Note that the way we calculate velocity is by integrating acceleration but integration is also used to sum up the energy of the impact, so maximum velocity is proportional to the energy of impact.
Also note that we deduce displacement or movement of the helmet by integrating velocity, which is a double integral of acceleration. The big issue with all of these integrals is that a small residual offset in the acceleration circuit results in the velocity never quite getting to zero, which in turn results in the calculated displacement and movement never stopping.
To eliminate this problem, we can trigger an event when the acceleration exceeds a threshold. If we can collect pre-trigger samples, we can start velocity and position integrals when acceleration first starts or we can simply extrapolate acceleration back to zero from the trigger threshold. When velocity has reached a peak and subsided to less than 10% of the peak we can ignore further data and extrapolate to zero velocity with very little error.
Each event will be characterized by 4 numbers:
- peak acceleration
- peak velocity
- duration
- total displacement
These quantities are relatively simple to calculate on the fly and avoid the need to store large numbers of samples taken at high sample rates. Even if the samples are all stored in RAM until these calculations can be completed, it avoids having to store complete waveforms from multiple events and avoids having a large non-volatile mass storage device in the system. It also means the data download times will be quick. I may include the direction of insult as a fifth characteristic, time permitting. The direction of insult would be computed from the vector addition of the 3 orthogonal velocities at the time of peak velocity.
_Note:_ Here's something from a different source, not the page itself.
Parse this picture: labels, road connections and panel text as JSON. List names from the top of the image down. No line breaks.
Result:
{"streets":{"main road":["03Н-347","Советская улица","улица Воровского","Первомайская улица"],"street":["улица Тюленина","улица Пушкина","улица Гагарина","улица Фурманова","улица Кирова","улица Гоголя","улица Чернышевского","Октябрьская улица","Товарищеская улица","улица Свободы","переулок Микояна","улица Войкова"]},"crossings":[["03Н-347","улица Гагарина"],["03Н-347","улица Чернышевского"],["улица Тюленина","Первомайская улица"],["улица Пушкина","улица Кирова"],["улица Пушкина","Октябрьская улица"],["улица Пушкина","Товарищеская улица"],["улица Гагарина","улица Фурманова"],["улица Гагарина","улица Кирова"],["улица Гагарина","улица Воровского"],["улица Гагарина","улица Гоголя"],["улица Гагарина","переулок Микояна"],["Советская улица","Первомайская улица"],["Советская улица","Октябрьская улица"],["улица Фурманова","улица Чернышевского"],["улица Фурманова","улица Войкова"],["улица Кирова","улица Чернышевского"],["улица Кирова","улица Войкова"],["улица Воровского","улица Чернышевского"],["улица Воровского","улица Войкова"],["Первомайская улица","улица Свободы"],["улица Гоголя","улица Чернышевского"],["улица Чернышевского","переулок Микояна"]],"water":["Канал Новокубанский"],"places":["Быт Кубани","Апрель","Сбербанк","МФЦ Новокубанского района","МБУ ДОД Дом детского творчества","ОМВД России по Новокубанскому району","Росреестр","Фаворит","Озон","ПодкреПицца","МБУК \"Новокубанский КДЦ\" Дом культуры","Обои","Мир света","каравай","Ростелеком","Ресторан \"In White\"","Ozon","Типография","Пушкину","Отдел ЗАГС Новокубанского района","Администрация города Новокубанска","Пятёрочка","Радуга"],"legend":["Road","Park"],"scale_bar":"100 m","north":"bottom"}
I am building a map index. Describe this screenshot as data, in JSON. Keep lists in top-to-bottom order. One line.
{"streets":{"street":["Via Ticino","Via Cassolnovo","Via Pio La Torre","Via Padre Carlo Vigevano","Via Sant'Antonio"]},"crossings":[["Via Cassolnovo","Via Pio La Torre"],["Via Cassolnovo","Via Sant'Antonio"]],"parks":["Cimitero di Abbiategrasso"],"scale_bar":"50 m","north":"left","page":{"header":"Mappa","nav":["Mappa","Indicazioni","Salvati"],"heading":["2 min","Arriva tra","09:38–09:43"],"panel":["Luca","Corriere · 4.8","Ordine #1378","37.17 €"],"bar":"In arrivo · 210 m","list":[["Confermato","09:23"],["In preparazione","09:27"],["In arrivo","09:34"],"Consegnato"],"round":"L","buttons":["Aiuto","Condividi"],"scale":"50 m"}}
At this time it is unlikely that storing entire waveforms would result in more meaningful analysis since helmet acceleration waveforms do not match head acceleration waveforms and the differences due to different heads and different helmets will be larger than any inaccuracy due to this method of on-the-fly data reduction.
Another reason for only presenting 4 numbers to characterize each event is that virtually nobody, including doctors, will be able to use waveform data from a helmet to directly diagnose any injury relationship.
It will be an on-going task to collect a database of these impact characterization numbers along with helmet and head characteristics and relate them to injury diagnoses so that eventually useful statistical relationships can be determined.
The most immediate requirement is to help diagnose when to stop playing a sport and give the brain time to heal, since subsequent accelerations to an injured brain cause far worse injuries than they would to a healthy brain. Hopefully with good instrumentation and analysis by physicians, some guidelines can be developed in the not too distant future.
This blog is background for the Crown Tools development project.